Crise ? Noam Chomsky appelle à la mobilisation générale

Global Relay – 11 avril 2013 – Par Max Leroy
 

« Cette mentalité inhumaine consiste à se préoccuper uniquement de soi et à faire comme si les autres n’existaient pas. » – Noam Chomsky
Le mouvement « Occupy Wall Street » a débuté le 17 septembre 2011 et a pris l’ampleur que l’on sait. Leur mot d’ordre ? La condamnation du capitalisme financier et la mise en accusation de la domination d’une minorité (les « 1% ») sur la masse des gens ordinaires (les « 99 % »). Les éditions de L’Herne viennent de publier un recueil de textes et d’entretiens du politologue, philosophe et linguiste libertaire américain Noam Chomsky, intitulé Occupy. 
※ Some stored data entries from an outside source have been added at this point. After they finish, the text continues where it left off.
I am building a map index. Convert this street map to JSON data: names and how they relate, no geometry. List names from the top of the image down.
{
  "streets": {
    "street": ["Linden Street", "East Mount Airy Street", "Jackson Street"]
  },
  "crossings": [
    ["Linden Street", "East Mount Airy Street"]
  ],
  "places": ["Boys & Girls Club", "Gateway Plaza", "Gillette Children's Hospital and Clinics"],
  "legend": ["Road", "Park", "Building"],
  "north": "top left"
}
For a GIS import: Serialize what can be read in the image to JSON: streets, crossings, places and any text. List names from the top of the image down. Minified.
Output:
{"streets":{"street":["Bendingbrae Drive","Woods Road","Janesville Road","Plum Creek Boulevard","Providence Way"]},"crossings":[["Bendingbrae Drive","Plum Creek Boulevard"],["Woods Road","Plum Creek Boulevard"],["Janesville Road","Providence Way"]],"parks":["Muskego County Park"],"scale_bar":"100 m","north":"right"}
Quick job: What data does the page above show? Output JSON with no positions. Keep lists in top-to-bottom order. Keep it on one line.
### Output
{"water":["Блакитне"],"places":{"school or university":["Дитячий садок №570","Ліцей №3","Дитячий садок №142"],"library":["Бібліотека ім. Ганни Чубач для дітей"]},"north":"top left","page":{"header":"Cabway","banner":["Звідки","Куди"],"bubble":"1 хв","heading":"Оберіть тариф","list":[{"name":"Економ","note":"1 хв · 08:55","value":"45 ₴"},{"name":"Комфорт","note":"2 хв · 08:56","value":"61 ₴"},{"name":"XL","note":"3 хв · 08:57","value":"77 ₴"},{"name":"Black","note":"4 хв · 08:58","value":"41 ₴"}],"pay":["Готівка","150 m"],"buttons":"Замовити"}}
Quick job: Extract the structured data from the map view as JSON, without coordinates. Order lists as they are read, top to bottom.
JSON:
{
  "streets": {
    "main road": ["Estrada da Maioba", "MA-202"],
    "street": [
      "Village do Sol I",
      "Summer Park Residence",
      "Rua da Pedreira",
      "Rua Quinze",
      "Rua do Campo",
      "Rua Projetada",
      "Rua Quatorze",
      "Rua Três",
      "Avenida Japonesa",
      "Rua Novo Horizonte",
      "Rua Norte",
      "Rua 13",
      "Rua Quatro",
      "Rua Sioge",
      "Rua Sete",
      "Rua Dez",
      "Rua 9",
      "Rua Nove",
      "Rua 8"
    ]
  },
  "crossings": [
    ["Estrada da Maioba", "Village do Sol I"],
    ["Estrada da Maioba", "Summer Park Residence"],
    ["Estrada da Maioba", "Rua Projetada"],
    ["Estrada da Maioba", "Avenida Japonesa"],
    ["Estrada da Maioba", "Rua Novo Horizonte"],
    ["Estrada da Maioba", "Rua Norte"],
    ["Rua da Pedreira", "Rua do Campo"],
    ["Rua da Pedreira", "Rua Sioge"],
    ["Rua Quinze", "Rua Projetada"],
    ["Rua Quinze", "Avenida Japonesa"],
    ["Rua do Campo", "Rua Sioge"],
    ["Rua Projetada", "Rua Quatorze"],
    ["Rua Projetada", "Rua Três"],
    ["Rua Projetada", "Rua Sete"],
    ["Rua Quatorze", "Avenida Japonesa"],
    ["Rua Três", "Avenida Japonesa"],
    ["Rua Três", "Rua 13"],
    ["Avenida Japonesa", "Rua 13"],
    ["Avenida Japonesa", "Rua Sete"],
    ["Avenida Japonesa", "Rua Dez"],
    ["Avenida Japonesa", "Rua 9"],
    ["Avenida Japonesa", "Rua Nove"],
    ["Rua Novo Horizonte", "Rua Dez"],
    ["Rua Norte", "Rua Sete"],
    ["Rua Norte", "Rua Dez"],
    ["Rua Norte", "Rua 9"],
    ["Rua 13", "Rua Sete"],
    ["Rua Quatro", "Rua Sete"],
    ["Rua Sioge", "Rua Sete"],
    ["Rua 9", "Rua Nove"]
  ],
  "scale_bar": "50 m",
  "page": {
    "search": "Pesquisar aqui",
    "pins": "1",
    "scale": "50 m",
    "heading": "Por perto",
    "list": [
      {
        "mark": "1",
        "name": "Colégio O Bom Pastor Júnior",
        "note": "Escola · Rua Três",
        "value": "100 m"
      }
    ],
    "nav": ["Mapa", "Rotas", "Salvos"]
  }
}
« Pour la première fois de leur histoire, les Américains ont perdu espoir. » Ces mots ouvrent le recueil. Dans les années 1930, et en dépit des ravages de la Grande Dépression (que Chomsky a connue), l’espoir subsistait au sein des classes les plus désœuvrées. Les années 70 ont foulé aux pieds les promesses d’un avenir meilleur : désindustrialisation, dé-développement, délocalisations et néolibéralisation de l’économie en lieu et place d’une économie de production. « Ce cercle vicieux a abouti à une concentration aberrante des richesses aux mains de 0,1 % de la population. Pour la majorité des autres, ils se sont enlisés dans une phase de stagnation, voire de déclin. » De toute évidence, le fossé entre les possédants et le peuple a toujours existé mais celui-ci s’est creusé depuis une trentaine d’années. « Nous risquons d’entrer dans une phase de déclin irréversible », prévient-il, inquiet face à l’arrogance inextinguible des puissants.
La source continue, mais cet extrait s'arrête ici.